The June Sky and Telescope had three interesting letters to the editor. In the March issue, a reader had written to complain that God is consistently left out of cosmological theories. One June letter noted that adding God to the mix just pushes any explanation a step further back, irreverantly asking who then, had created God, and what mechanism did He then use? Another dryly noted that science concerns itself with natural phenomena, not supernatural. He added: “highly speculative” religious theories need only be internally consistent – they can ignore scientific factfinding and advances, needing only not to contradict other parts of their religious teachings. The third writer asks why we can’t expect our scientists to base their theories on the evidence, just as we expect from doctors, lawyers, reporters and your local auto mechanic.
I agree with all of the writers, but this “internally consistent” angle provoked my curiosity. Obviously, not only do religious sects not have to be concerned with scientific discovery, theory and proof, they do not even have to be concerned with what other sects and religions think.
I did some Google searches on “religious theories of creation” and found over 4,270,000 hits.

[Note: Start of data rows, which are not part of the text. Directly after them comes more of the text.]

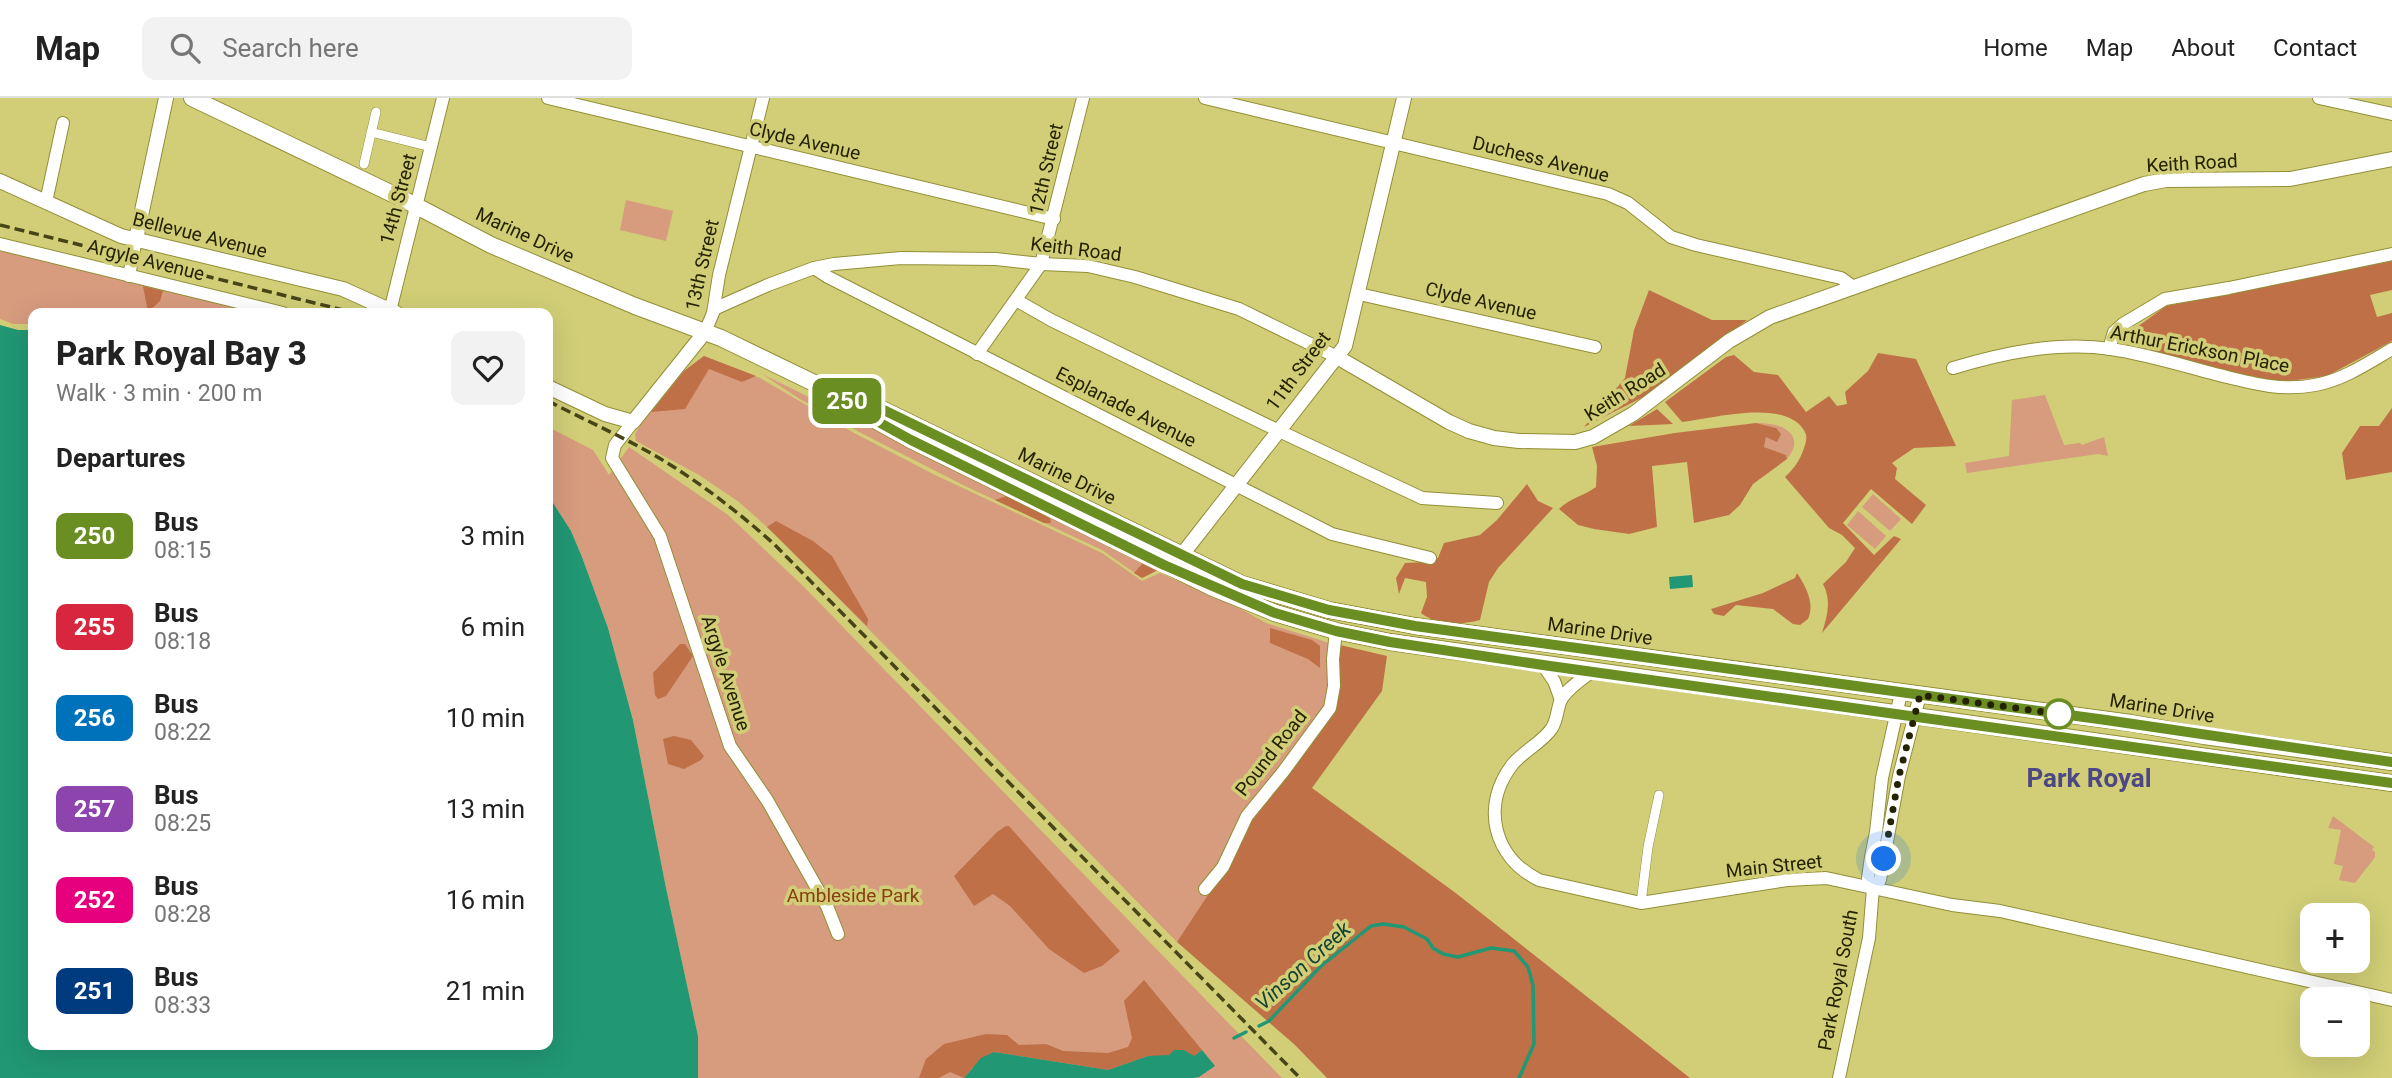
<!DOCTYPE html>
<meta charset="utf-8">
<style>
body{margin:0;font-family:Roboto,sans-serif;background:#f2f2f2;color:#222;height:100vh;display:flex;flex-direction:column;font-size:26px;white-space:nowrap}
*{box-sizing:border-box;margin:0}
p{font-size:23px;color:#767676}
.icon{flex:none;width:38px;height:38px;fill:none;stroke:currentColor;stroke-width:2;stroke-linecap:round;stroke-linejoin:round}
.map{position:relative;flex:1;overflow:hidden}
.side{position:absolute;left:28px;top:210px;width:525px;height:742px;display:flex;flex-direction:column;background:#fff;border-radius:14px;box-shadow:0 7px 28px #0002}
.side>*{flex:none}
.badge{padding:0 14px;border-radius:10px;font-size:24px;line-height:46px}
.tools{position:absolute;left:2300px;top:805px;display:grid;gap:14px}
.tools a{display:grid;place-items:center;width:70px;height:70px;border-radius:14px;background:#fff;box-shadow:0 7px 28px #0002;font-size:35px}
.you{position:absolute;width:35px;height:35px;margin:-18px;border:5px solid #fff;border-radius:50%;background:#1a73e8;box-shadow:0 0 0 10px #1a73e833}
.map>.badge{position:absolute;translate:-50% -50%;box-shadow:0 0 0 4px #fff}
h2{padding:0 28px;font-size:26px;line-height:63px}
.round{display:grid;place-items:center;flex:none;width:74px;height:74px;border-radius:14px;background:#f2f2f2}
.summary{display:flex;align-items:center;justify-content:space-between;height:119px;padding:0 28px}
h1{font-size:33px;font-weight:800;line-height:52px}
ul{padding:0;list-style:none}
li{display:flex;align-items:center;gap:21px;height:91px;padding:0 28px}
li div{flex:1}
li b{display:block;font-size:26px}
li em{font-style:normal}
li .badge{min-width:77px;font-weight:700;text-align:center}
header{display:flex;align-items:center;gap:42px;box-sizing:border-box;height:98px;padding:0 35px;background:#fff;border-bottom:2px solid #e0e0e0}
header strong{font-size:33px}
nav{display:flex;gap:38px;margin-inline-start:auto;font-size:24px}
.search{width:490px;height:63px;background:#f2f2f2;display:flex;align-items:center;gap:18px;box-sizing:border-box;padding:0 24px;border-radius:14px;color:#767676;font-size:26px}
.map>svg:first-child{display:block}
</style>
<header>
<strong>Map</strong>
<div class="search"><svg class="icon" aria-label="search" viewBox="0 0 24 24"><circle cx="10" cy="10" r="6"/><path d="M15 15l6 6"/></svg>Search here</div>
<nav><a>Home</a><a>Map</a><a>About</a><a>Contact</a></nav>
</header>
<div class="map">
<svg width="2392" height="980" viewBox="0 0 2392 980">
<rect width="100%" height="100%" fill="#d1ce77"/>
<g fill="#d79b7e">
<path d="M626,102l47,11 -7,30 -46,-11z"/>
<path d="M0,151l264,64h-231v11h-20l-13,-5z"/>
<path d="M704,258l56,22 96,56 79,41 167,78 40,28 18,-8 81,36 25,14 117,37 -206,282 -400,-406 -38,-34 -40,-27 -63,-34 -1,-7 5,-8 44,-55z"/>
<path d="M762,276l396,194 -2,3 -14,7 -40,-28 -137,-64 -104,-53 -63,-35z"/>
<path d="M2045,297l19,50 16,-2 2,2 22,-8 4,19 -10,-2 -131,19 -2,-10 44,-7 3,-56z"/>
<path d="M1756,325c23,-1 52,10 31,36l-1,-4 -22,-8 2,-10 10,-9z"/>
<path d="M548,329l45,23 16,25 20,-28 99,68 75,71 479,492h-584v-42l-32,-148 -33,-169 -25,-91 -26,-71 -11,-26 -23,-36z"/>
<path d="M1873,396l28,25 -11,12 -28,-24z"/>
<path d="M1858,413l28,25 -11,13 -28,-24z"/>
<path d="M2333,718l41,31 -2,3 3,2v5l-20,26 -16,-3 4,-14 -9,-2 7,-34 -13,-2z"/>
</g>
<g fill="#bf7047">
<path d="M2392,163v29l-22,5 7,22 15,-4v28l-65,35 -53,7 -132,-32 -9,-21 33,-24z"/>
<path d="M143,188l20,5 -3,10 -12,11z"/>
<path d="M1649,192l63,30h35l-92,71 -71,36 41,-49 9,-48z"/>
<path d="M1878,255l38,6 40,87 -42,2 -22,15 5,5 -2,11 31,26 -14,19 -41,-35 -28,34 31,32 20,-19 7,3 -79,94c5,-16 10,-32 1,-49l23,-22 9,-14 -13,-13 -13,-7 -44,-51c11,-10 16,-19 20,-32 3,-9 1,-13 -5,-20 -24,-24 -87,-7 -118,-3l-17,-20 61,-45 8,-2 20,17 24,3 28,37 23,-16 8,10 10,-2 -2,-12 23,-21z"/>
<path d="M704,258l52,20 -14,6 -33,-13 -24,40 -34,3 33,-41z"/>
<path d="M2392,310v64l-46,8 -4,-27 18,-27h19z"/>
<path d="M1657,311l16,15 -44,2z"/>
<path d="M1756,325l20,5 5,6 -4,8 -11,-5 -2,10 22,8 1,4 -34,25 -13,21 -11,10 -35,8 -7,-61 -35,4 5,61 -28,7 -35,-5 -16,-4 -19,-16c11,-11 25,-13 37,-22l1,-21 -5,-19 83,-14z"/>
<path d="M1527,386l11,17 15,7 -55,60 -9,14 -9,38c-20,5 -42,6 -59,-7l6,-16 -1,-15 -21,-4 -6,16 -3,-16 9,-15 22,-1 11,-4 6,-15 36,-8 17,-15z"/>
<path d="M1009,397l41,23 1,5h-7l-49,-23z"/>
<path d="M776,423l37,20 19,15 36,63 -1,7 -100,-99z"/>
<path d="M1144,464l14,6 -2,3 -14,7 -8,-5z"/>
<path d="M1797,475c9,14 18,30 11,46l-8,6 -7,-1 -20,-15 -37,-4 -12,11 -10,-2 -3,-5 52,-16 32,-15z"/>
<path d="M1270,530l42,12 8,6v22l-12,-9 -38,-16z"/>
<path d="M680,546h5l8,12 -27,40 -8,3 -3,-4 -2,-22z"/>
<path d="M1340,547l47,11 -5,35 -70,97 145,106 233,184h-363l-32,-33 -118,-103 54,-82 19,-38 85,-113 5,-22 -3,-37z"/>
<path d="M674,638l17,4 13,16 -3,4 -17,9 -16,-5 -5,-25z"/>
<path d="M1006,728h3l111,125 -18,15 -18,7 -35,-24 -39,-43 -17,-12 -19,12 -20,-30 43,-44z"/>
<path d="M1144,882l58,70 -8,6h-46l-40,14 -114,-18 -22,16 -8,10 -14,-6 -11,6h-20l7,-19 18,-15 42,-10 21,1 12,10 27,-1 17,7 45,2 20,-6 4,-9 -8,-37z"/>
</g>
<g fill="#219773">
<path d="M0,227l18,5h15v715h515v-550l23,36 11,26 26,71 25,92 33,168 32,148v42h-698z"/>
<path d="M1692,477l1,12 -23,2 -1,-12z"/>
<path d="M1174,952h10l10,6 8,-6 13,16 -16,11 -6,1h-229l17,-20 13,-6 114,18 40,-14 21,-1z"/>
</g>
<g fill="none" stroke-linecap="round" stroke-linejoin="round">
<g stroke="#219773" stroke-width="3.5">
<path d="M1259,928l10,-5 52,-55 50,-40 12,-2 21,3 23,12 6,9 10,6 15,3 33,-9 23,3 14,16 5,18 1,59 -15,34"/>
<path d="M1234,940l12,-6"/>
</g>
<g stroke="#928f37" stroke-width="10">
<g id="pedestrian">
<path d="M371,34l60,15"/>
<path d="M364,66l12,-52"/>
<path d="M1641,805l7,-56 11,-52"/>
</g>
</g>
<g stroke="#928f37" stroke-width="14">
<g id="minor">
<path d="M548,0l506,121"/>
<path d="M1205,0l403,96 20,9 43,34 25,8 145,33 11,8"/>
<path d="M2319,0l73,16"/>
<path d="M46,104l17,-79"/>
<path d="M0,146l283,69"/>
<path d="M814,170l14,9 504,257 98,24"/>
<path d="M129,178l7,-37"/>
<path d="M1359,196l236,53"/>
<path d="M1016,202l35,20 226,110 145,68 75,5"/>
<path d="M714,211l54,-24 46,-17 20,-4 67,-6 95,1 45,5 47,2 47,11 104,32 98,48"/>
<path d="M390,213l53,-213"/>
<path d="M705,234l8,-19 6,-38 44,-177"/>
<path d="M2109,251l5,-17 9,-8 42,-25 64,-11 163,-34"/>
<path d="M977,256l64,-90 42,-166"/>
<path d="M1953,270c50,-15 105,-27 158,-19 35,5 70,16 104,25 33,8 65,18 100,11 28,-5 53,-22 77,-36"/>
<path d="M633,324l-18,23 -3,13 48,78 70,210 37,54 60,106 11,28"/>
<path d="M1543,567l11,16 7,19"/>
<path d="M1591,574c-10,8 -26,18 -31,30 -3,9 -3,18 -8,26 -10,15 -29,23 -40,37 -31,41 -19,92 27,115l102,23 146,-23 39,-2 126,27 48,6 392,89"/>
<path d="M1873,790l7,-8 19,-104 21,-81"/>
<path d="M1205,791l18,-22 24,-51 36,-44 47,-64 4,-22 -1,-27 3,-28"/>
<path d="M1839,980l30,-140 4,-50 -5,-10 3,-21 5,-25 6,-54 19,-85"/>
</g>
</g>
<g stroke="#928f37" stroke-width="16">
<g id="tertiary">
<path d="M0,83l121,55 222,53 53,24"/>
<path d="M136,141l30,-141"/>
<path d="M1337,259l112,65 20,9 25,7 25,3 56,1 18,-5 40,-23 96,-73 41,-24 374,-133 22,-4 124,-1 102,-20"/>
<path d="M548,289l57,27 28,8 72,-90"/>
<path d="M1181,458l164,-210 59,-248"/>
</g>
</g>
<g stroke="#928f37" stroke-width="18">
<g id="secondary">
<path d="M192,0l211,101 88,46 144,61 86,32 124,60 10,11 56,31 302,148 62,25 61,18 54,11 1002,141"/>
<path d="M845,300l16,1 381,185 87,26 86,16 716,97 73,13 188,26"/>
</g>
</g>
<use href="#pedestrian" stroke="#fff" stroke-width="9"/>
<use href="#minor" stroke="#fff" stroke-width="12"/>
<use href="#tertiary" stroke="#fff" stroke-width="14"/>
<use href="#secondary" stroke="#fff" stroke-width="16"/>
<g stroke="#474518" stroke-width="3.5" stroke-dasharray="10 5" stroke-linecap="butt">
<path d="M0,127l355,88"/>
<path d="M548,303c35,18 71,34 106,54 43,25 83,56 120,89l526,534"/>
</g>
</g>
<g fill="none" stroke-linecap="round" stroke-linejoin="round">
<g stroke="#fff" stroke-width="16">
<path id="line" d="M2392,664l-286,-42 -691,-94 -86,-16 -87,-26 -381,-185 -16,-1 10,11 56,31 253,125 111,48 61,18 54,11 153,23 849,118"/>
</g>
<use href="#line" stroke="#6b8e23" stroke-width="10"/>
<path stroke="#242200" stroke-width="7" stroke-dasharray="0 12.6" d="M1884,761l15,-83 21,-81 139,19"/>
</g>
<circle fill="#fff" stroke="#6b8e23" stroke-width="3.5" cx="2059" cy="616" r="14"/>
<g text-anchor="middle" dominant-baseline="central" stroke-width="7" stroke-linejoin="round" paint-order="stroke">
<g font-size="19" fill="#242200" stroke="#d1ce77">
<text transform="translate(805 43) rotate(13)">Clyde Avenue</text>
<text transform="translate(1541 61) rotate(14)">Duchess Avenue</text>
<text transform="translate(2192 65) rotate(-3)">Keith Road</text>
<text transform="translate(1046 71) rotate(-77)">12th Street</text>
<text transform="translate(398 101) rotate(-75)">14th Street</text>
<text transform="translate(200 137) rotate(14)">Bellevue Avenue</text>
<text transform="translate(525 137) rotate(25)">Marine Drive</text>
<text transform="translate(1076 151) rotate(7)">Keith Road</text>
<text transform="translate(146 162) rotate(14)">Argyle Avenue</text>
<text transform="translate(702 167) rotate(-77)">13th Street</text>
<text transform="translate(1481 203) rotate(13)">Clyde Avenue</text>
<text transform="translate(2200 251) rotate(11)">Arthur Erickson Place</text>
<text transform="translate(1298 273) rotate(-53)">11th Street</text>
<text transform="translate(1625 294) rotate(-32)">Keith Road</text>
<text transform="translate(1126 309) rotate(27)">Esplanade Avenue</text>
<text transform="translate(1067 378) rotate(26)">Marine Drive</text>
<text transform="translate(1600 533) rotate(8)">Marine Drive</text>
<text transform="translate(726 575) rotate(72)">Argyle Avenue</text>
<text transform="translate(2162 610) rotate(9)">Marine Drive</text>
<text transform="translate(1271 655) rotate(-52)">Pound Road</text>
<text transform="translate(1774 768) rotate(-6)">Main Street</text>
<text transform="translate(1838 882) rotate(-79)">Park Royal South</text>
</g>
<g font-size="19" fill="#883e10" stroke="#d1ce77">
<text x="853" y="797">Ambleside Park</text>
</g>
<g font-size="21" font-style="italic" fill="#144333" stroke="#d1ce77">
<text transform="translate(1303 868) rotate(-42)">Vinson Creek</text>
</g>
<g font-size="26" font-weight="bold" fill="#4e4785" stroke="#d1ce77">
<text x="2089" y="680">Park Royal</text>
</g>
</g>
</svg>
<div class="tools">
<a>+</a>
<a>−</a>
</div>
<div class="you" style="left:1884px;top:761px"></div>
<b class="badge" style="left:847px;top:303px;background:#6b8e23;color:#fff">250</b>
<section class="side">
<div class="summary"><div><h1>Park Royal Bay 3</h1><p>Walk · 3 min · 200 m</p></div><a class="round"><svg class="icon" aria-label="heart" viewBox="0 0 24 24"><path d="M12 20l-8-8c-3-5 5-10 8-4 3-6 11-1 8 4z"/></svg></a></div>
<h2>Departures</h2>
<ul>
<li><span class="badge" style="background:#6b8e23;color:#fff">250</span><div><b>Bus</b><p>08:15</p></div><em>3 min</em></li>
<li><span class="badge" style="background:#d7263d;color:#fff">255</span><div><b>Bus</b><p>08:18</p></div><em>6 min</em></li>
<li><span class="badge" style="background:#0072bc;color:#fff">256</span><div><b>Bus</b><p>08:22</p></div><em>10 min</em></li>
<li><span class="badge" style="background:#8e44ad;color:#fff">257</span><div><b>Bus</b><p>08:25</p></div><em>13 min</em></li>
<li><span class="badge" style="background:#e6007e;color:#fff">252</span><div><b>Bus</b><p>08:28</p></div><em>16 min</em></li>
<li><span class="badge" style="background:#003b80;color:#fff">251</span><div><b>Bus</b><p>08:33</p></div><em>21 min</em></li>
</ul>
</section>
</div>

After page 2 these devolved quickly into personal opinion pages (like this one), complete with warts, mis-spellings and everything. I was also struck by how heavily our English-language search engine is biased by competing but overwhelmingly Judeo-Christian theories of creation. This means, of course, that if you’re a Baptist subscribing to a more Catholic view of creation, you’re going straight to heck in a handbasket.
Since creationist teachings need only be internally consistent, I tried for a cram course on world religions. Even Wikipedia doesn’t have a “compare before you buy” on religion. Why is it noticeably harder than comparison shopping for a used car or a flat-panel TV? I had to do my own quick lookups on several world religions that I could think of.
Buddhism does not have a supreme god or creator, and therefore no theory of creation as such. Buddhism is not concerned with the proving or disproving of aspects of existence per se; these questions are irrelevant to Buddhist teachings. It is said that the great Gautama himself pointedly ignored questions about how he explained the existence of everything, not because he was ignorant of the importance of such questions, but because the questioner had completely missed the point of Enlightenment.
The Hindu religion generally leaves all this to the realm of Brahma and Brahmanism, which I readily confess I do not understand or follow. My impression was that any theories of creation would be part of the vast cultural storehouse of stories, or folklore, passed down through the millennia – and are generally understood as such. Again, mastery of the litany is not taken as mastery of life.
Judaism itself does not appear to have any particular creed about creation. Debate about modern theories of evolution or the Big Bang would center around whether they contradicted some fine point of the Torah and other holy writings.
The Navajo, like many native American cultures, have a particularly colorful depiction of how it all began. “The Holy Supreme Wind being created the mists of lights …”
The next time we hear a fundamentalist complain that we’re not giving equal credence to their particular creed or sect, perhaps we ought to ask them, “Well then, should I ask the Pope, or the Dalai Lama?”
Personally, I like the colorful Navajo stories the best of all the myths. They show more abstraction and they celebrate life. I just can’t understand why Creationists don’t share my enthusiasm.